Un marché totalement libre
Le marché du porc est un cas particulier dans le paysage agricole suisse. Entièrement dérégulé, il repose exclusivement sur les lois de l'offre et de la demande, sans intervention de l'Etat ni quotas imposés par la filière. "D'ailleurs, le marché du porc suisse est souvent cité, à titre d’exemple comme modèle des marchés libres, dans les universités spécialisées en économie, comme celle de Saint-Gall", relève Olivier Pittet.
Dans ce système, les producteurs décident seuls combien de porcs ils souhaitent élever, en se basant sur les prix du marché. Si la demande dépasse l’offre, les prix augmentent, incitant les éleveurs à accroître leurs volumes. À l’inverse, lorsque le marché est saturé, les prix chutent brutalement, forçant certains exploitants à réduire leur activité ou à vendre à perte. "L’offre et la demande se régulent naturellement, mais ce système crée aussi des cycles récurrents de surproduction et des crises", explique encore le représentant de Suisseporcs.
2022: une crise révélatrice
Ce phénomène s’est illustré en 2022. En début d’année, des prix élevés avaient poussé les éleveurs à augmenter leur production. Mais en l’espace de quelques mois, le marché s’est retrouvé saturé, provoquant des pertes considérables pour l’ensemble de la filière.
Deux mesures ont alors été prises pour limiter l’impact de cette crise. D’un côté, 7'000 tonnes de viande ont donc été exportées vers l’Allemagne. Toutefois, le coût de production, bien plus élevé en Suisse, environ 4,470 CHF/kg, face aux 1,70 €/kg en Europe, a rendu ces exportations déficitaires. De l’autre, 5'000 tonnes ont été congelées, un répit temporaire mais coûteux destiné à désengorger le marché local.
Ces ajustements démontrent les limites du système: entre la décision d’augmenter les volumes et leur arrivée sur le marché, il s’écoule près d’un an, le temps de gestation des truies et d’engraissement des porcelets. Ce décalage complique également toute adaptation rapide en cas de surproduction.

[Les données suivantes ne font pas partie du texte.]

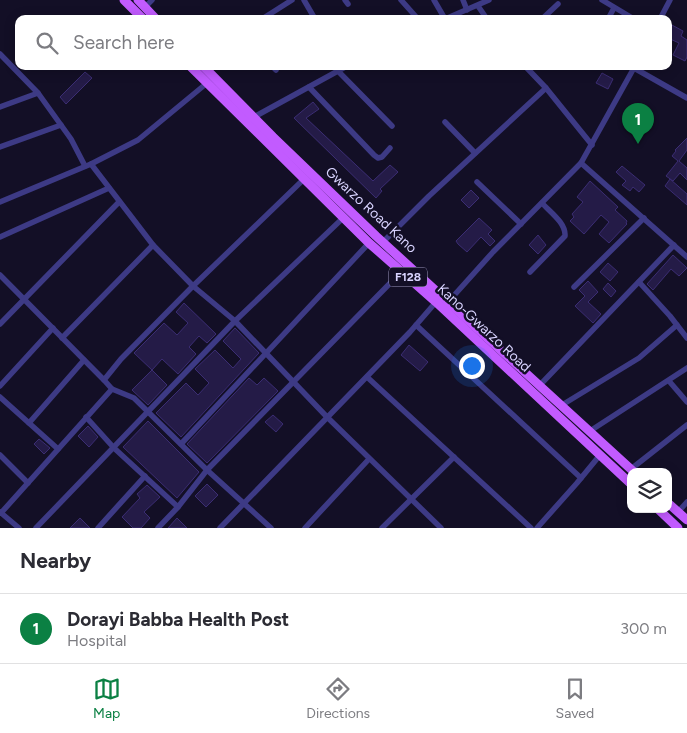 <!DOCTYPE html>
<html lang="en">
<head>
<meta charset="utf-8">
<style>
  :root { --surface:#fff; --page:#f7f7f7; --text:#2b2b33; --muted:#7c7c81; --line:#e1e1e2; --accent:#0b8043 }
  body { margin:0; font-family:Figtree,sans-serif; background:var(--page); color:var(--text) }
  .controls { position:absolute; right:15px; bottom:15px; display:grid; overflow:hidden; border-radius:10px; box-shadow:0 2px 12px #0003 }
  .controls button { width:45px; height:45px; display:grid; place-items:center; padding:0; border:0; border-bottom:1px solid var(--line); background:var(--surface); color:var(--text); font:25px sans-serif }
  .you { position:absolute; left:471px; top:365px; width:18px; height:18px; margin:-12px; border:4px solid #fff; border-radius:50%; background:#1a73e8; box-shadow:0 0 0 8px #1a73e833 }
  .badge { display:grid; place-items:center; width:32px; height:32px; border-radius:50%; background:var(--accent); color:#fff; font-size:16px; font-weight:700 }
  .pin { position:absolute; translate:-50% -41px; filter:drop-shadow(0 1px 2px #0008) }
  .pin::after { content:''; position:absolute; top:26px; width:18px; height:15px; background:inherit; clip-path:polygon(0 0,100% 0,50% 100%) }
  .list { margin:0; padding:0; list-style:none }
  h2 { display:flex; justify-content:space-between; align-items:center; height:65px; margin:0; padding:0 20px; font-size:21px }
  h2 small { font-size:16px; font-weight:400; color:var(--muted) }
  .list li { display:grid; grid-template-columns:32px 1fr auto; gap:15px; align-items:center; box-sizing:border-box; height:70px; padding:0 20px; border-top:1px solid var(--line) }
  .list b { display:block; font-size:19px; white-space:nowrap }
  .list p { margin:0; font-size:16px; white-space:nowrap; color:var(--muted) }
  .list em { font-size:16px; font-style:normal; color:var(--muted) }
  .icon { flex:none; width:28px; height:28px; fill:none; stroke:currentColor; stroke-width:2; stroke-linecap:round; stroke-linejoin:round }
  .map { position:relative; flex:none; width:687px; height:528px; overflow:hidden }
  .search { position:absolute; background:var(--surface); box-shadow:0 2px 12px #0003; left:15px; right:15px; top:15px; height:55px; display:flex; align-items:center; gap:12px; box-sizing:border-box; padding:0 18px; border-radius:10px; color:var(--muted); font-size:19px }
  .sheet { height:135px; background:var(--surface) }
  nav { display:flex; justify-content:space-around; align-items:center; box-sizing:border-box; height:70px; border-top:1px solid var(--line); background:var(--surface); font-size:14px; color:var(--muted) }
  nav a { display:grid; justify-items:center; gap:2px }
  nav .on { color:var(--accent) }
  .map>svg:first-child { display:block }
  .building { fill:#241b47; stroke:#3b2d73 }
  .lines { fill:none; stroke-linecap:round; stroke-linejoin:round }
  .minor { stroke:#3d3a85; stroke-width:5.5 }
  .primary { stroke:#c25bff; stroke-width:9 }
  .labels { text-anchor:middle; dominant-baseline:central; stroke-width:5; stroke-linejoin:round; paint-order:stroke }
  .shield { fill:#130f26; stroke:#9e99be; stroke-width:1 }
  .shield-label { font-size:12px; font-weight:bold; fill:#d9d4ff }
  .street-label { font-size:14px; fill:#d9d4ff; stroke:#130f26 }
</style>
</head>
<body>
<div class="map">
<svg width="687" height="528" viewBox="0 0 687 528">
  <rect width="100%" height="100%" fill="#130f26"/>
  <g class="building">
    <polygon points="670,24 683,31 681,36 687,40 687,57 685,61 673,55 679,43 668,38"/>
    <polygon points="85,72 92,78 66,104 60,97"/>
    <polygon points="602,73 613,79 608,89 596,83"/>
    <polygon points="313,102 319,109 306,118 373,181 390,165 398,172 380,189 382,191 376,198 294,118"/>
    <polygon points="687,138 687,150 679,161 687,168 687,180 680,173 673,181 666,176 678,161 672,156 676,151 675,150"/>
    <polygon points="622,166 645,185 639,192 633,187 630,191 622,185 626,181 616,172"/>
    <polygon points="670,179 687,194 687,205 665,186"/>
    <polygon points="590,181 618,207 615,210 627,221 626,223 627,224 609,243 599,234 609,222 601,215 584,234 570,221 574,217 572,214 583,202 577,197"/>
    <polygon points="471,190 479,198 469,208 461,200"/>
    <polygon points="479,218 492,230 488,234 495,241 490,246 481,237 467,252 458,244 456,241"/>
    <polygon points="538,235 546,245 538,254 529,245"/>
    <polygon points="673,255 687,268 679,276 671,269 653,290 647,284"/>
    <polygon points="608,263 618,272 610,281 600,272"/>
    <polygon points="588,281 598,292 588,302 601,314 593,323 575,306 585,296 579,290"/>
    <polygon points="608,283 616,291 611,297 603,289"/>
    <polygon points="184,303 216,334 207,343 199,336 189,347 196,354 178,374 162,359 152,370 134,353 164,323 177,335 188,323 176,312"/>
    <polygon points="235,328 259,353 181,437 156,413 186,383 198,395 209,383 195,369 215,350 233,368 241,359 223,341"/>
    <polygon points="409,345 428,362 420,371 401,355"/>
    <polygon points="152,370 167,385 148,405 132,390"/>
    <polygon points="249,378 257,385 264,378 278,391 207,463 187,444"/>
    <polygon points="273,415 283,424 276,432 265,422"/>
    <polygon points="148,421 199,472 177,498 123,447"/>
    <polygon points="88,426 98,437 89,447 78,436"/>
    <polygon points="39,439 50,448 44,454 34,444"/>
    <polygon points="207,484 218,495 206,507 195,496"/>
    <polygon points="147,485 160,497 144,512 150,518 141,528 133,528 122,517 140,498 137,494"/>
    <polygon points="80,518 90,528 70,528"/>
    <polygon points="177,518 187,528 168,528"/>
  </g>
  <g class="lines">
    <g class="minor">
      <polyline points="304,0 315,19"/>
      <polyline points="345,0 348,4"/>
      <polyline points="401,0 418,19"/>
      <polyline points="434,0 445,19"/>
      <polyline points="463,0 467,10"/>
      <polyline points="602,0 634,19"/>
      <polyline points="478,6 487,19"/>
      <polyline points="145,7 152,0"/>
      <polyline points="262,19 292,0"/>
      <polyline points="445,19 489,0"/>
      <polyline points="542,19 558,4"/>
      <polyline points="608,19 614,8"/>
      <polyline points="660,19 670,0"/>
      <polyline points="0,54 38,93 71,139 85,166"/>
      <polyline points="272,66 276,70"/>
      <polyline points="525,66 546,88 592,145"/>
      <polyline points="634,68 687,98"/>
      <polyline points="338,71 392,126"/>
      <polyline points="309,87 374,155 378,158 382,157 390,148"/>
      <polyline points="0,107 38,93"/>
      <polyline points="254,117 347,66"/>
      <polyline points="445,122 475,153"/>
      <polyline points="0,147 61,125"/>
      <polyline points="581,163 687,257"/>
      <polyline points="91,164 153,245 193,286 235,321 327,417 441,528"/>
      <polyline points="477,182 521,224"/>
      <polyline points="0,202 91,164 138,140 207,83"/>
      <polyline points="0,237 109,188"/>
      <polyline points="383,242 429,196 546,88"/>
      <path d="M530,272L565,236C566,223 550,212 542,203"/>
      <polyline points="0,275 104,380"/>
      <polyline points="639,282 670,316 687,338"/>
      <polyline points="574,287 644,218"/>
      <polyline points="449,301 493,252 581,163 635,66"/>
      <polyline points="0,324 119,202"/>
      <polyline points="416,325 581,478"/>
      <polyline points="62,338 153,245"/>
      <polyline points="367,377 531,528"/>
      <polyline points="669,381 687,402"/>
      <polyline points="540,385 674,245"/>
      <polyline points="0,386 53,328"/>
      <polyline points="0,397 58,449"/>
      <polyline points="562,405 639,358 677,325"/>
      <polyline points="86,417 114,448 178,507"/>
      <polyline points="29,423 84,360"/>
      <polyline points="590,431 687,368"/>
      <polyline points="181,444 369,243"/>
      <polyline points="0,455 28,483"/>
      <polyline points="631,469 687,425"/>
      <polyline points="0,512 19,528"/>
      <polyline points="678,512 687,502"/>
      <polyline points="1,513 112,389"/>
      <polyline points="36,528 235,321 343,218"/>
      <polyline points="98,528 145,476"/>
      <polyline points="158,528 178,507 207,470 402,271"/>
      <polyline points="220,528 410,332 436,302"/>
      <polyline points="271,528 207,470 134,398 112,389 104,380 121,359 193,286 304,179"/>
      <polyline points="305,528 369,459"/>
      <polyline points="382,528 454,457"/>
      <polyline points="537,528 577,483 600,455"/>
    </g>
    <g class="primary">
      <polyline points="124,0 143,19"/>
      <polyline points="138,0 156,19"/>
      <polyline points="190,66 369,243 436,302 631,484"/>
      <polyline points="203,66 273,137 376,236 634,472"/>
      <polyline points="668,503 687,520"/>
      <polyline points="658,509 678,528"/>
    </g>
  </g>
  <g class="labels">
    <rect class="shield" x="389" y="267.5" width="38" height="19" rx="4"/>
    <g class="shield-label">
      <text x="408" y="277">F128</text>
    </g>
    <g class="street-label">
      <text transform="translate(371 210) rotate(43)">Gwarzo Road Kano</text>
      <text transform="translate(484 328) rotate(43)">Kano-Gwarzo Road</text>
    </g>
  </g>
</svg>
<div class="controls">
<button><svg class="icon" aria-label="layers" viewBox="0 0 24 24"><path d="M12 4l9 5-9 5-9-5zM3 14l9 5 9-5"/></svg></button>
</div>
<div class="you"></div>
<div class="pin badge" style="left:638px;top:144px">1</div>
<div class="search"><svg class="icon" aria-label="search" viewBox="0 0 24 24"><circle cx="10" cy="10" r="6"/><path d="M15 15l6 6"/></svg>Search here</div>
</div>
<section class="sheet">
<h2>Nearby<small></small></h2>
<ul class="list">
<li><span class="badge">1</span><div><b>Dorayi Babba Health Post</b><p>Hospital</p></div><em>300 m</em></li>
</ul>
</section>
<nav>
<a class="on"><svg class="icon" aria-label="map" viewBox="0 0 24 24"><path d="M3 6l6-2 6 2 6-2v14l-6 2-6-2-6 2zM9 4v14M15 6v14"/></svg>Map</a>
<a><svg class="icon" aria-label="directions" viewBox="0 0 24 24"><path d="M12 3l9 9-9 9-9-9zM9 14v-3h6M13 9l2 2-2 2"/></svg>Directions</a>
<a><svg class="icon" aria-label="saved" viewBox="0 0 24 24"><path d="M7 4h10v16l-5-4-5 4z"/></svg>Saved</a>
</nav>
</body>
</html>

Des cycles de plus en plus courts
Ces cycles économiques sont récurrents sur le marché du porc suisse. Jusqu’à ces dernières années, ils étaient d’environ 7 ans, "mais ils ont tendance à se raccourcir vers des périodes plus courtes, oscillant entre trois et quatre ans", explique encore Olivier Pittet.

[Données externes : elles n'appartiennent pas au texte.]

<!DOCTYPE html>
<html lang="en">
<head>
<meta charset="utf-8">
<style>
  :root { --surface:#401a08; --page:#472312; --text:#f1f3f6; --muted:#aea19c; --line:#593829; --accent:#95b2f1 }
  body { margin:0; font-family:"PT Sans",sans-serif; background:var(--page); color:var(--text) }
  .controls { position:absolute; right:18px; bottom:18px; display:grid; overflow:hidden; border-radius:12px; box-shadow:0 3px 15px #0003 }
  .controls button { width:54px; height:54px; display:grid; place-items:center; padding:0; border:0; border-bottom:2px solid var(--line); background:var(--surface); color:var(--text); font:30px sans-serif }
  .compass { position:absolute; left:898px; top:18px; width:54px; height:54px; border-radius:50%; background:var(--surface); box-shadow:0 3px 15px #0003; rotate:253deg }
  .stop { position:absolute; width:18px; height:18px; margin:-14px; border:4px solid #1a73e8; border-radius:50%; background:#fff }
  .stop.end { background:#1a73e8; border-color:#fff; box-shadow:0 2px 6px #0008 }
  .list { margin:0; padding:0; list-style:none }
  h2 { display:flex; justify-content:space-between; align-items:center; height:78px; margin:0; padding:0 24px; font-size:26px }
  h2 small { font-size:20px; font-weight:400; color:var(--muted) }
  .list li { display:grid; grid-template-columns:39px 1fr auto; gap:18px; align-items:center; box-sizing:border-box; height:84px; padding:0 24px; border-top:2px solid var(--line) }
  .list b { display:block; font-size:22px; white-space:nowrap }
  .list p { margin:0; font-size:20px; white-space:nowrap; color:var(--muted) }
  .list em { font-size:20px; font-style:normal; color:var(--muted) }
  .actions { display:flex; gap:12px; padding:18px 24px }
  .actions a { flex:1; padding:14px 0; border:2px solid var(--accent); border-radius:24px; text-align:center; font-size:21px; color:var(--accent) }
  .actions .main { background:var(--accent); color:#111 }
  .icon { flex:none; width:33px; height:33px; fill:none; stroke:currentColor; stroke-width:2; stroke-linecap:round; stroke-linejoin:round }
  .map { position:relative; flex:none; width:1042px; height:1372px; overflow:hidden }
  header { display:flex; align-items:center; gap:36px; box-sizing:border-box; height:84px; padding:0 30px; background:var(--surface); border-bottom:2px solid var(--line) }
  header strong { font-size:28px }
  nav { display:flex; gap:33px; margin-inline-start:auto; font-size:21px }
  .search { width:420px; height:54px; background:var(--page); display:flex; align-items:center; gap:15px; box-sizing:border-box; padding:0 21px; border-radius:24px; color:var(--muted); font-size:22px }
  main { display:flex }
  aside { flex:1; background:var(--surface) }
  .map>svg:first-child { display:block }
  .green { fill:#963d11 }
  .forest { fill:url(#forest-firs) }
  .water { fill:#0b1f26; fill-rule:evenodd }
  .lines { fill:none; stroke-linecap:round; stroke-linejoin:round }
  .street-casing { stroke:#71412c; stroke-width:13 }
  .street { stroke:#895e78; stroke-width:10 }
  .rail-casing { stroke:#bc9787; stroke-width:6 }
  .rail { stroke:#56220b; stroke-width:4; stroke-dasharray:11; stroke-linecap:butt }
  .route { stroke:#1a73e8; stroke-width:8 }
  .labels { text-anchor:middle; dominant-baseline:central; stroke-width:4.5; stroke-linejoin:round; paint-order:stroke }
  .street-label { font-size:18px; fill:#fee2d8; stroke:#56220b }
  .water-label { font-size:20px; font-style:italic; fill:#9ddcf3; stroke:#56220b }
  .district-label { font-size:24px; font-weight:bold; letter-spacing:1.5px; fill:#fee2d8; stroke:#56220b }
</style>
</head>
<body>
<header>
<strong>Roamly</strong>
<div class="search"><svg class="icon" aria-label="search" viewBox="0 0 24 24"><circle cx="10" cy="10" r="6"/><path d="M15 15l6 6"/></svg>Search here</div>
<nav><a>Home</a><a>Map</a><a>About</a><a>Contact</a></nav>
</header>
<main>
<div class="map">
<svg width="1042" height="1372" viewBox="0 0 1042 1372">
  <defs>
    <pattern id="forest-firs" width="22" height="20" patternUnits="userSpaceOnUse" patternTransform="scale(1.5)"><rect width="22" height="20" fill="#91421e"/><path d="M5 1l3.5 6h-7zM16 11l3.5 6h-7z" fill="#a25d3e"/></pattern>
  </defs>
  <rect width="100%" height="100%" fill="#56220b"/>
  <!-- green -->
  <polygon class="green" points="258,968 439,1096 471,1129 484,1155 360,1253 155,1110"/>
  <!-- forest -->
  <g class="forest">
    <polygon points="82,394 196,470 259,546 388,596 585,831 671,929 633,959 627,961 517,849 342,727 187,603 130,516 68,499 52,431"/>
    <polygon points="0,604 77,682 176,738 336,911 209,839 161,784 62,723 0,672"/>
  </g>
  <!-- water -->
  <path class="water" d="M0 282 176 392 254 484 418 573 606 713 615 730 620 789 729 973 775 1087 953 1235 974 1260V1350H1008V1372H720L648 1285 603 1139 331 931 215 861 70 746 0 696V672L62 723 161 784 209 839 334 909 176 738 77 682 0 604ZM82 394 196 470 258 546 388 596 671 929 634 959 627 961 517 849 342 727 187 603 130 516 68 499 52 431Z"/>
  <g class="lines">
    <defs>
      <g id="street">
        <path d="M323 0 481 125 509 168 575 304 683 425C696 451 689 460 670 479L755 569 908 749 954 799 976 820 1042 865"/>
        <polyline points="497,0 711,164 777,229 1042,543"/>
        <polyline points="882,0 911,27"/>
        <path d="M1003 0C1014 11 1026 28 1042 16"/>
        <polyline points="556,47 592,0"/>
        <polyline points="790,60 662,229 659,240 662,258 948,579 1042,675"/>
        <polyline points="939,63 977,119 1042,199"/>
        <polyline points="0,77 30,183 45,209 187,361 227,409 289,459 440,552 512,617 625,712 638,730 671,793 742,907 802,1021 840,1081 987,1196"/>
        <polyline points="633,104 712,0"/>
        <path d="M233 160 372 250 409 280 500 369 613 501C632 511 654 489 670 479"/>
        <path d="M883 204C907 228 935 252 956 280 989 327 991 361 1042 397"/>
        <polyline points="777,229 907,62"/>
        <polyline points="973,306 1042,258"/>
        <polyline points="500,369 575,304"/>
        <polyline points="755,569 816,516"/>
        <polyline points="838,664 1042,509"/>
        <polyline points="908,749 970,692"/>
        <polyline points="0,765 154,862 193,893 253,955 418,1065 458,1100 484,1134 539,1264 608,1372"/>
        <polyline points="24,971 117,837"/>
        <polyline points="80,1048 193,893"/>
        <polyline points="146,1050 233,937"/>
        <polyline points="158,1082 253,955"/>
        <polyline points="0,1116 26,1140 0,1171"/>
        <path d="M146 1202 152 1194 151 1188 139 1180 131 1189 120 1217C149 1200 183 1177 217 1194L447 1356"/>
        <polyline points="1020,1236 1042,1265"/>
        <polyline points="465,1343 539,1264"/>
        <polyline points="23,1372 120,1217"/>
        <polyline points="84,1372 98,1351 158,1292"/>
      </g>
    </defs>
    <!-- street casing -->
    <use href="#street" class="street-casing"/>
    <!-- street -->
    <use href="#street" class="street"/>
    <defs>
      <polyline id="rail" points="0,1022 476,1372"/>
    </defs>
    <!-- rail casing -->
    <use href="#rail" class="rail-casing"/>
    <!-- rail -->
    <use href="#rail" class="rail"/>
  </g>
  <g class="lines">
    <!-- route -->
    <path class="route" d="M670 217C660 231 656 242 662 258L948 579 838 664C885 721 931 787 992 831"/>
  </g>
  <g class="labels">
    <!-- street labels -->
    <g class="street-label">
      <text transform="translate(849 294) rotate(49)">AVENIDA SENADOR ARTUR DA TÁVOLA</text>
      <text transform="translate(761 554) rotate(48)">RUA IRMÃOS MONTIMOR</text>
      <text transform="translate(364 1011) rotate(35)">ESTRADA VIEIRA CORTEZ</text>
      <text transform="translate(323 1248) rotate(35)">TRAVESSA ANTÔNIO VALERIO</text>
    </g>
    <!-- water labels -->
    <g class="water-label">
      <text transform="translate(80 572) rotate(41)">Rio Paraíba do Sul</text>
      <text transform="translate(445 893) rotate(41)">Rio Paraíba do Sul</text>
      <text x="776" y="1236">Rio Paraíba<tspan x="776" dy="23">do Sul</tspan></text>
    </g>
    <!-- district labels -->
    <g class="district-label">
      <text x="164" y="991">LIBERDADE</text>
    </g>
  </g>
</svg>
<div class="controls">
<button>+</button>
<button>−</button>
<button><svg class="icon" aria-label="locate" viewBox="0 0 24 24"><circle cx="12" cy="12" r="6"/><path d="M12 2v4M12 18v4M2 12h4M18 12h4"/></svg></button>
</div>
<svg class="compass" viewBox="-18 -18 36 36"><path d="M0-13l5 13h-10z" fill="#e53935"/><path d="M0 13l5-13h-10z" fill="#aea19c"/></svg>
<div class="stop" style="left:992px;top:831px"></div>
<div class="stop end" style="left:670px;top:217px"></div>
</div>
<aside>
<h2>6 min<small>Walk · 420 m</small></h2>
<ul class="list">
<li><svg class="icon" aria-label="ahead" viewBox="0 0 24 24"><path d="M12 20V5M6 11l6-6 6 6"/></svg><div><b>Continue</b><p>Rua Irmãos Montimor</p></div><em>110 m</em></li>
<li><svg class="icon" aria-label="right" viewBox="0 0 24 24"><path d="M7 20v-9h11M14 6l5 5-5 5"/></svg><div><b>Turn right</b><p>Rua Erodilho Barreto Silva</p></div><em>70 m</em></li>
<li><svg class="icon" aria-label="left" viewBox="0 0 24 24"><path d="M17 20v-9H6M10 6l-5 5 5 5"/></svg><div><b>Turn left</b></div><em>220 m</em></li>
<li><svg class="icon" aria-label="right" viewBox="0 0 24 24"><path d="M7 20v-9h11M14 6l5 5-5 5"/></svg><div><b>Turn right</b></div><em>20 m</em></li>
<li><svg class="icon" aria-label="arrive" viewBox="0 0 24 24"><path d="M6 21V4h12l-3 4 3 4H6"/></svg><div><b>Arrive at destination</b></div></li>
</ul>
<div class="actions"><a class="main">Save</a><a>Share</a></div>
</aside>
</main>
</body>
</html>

Deux facteurs expliquent notamment cette accélération. Les progrès génétiques, d’abord, augmentent la productivité des truies, avec un gain annuel moyen de 0,1 porcelet par truie. À l’échelle nationale, cela représente des milliers de porcelets supplémentaires. Ensuite, les producteurs réagissent plus rapidement aux variations de prix. Toutefois, le décalage structurel entre décision et production continue d’alimenter des saturations de marché.
Des mesures pour stabiliser la filière
Pour tenter de limiter ces déséquilibres, plusieurs mesures ont été mises en place. Suisseporcs utilise un outil appelé baromètre des truies, qui permet aux éleveurs d’évaluer l’état du marché. Lorsqu’un seuil critique est atteint, les éleveurs sont encouragés à réduire les saillies. Cependant, cette approche repose sur une participation volontaire et reste parfois sous-utilisée, notamment par les petites exploitations.
En 2024, un système de fixation des prix des porcelets a également été instauré. Il s’appuie sur trois critères: l’offre et la demande actuelles, une prévision sur 100 jours (le temps moyen d’engraissement) et une répartition équitable des marges entre engraisseurs et éleveurs. Ce dispositif a permis d’atténuer les fluctuations les plus extrêmes, mais il ne peut empêcher complètement les crises.
Une autre piste concernerait la réduction des capacités de production. Suisseporcs avait proposé d’inciter financièrement les éleveurs proches de la retraite à cesser leur activité, dans l’objectif de réduire les volumes de manière durable. Pour l’instant, cette mesure n’a pas été retenue.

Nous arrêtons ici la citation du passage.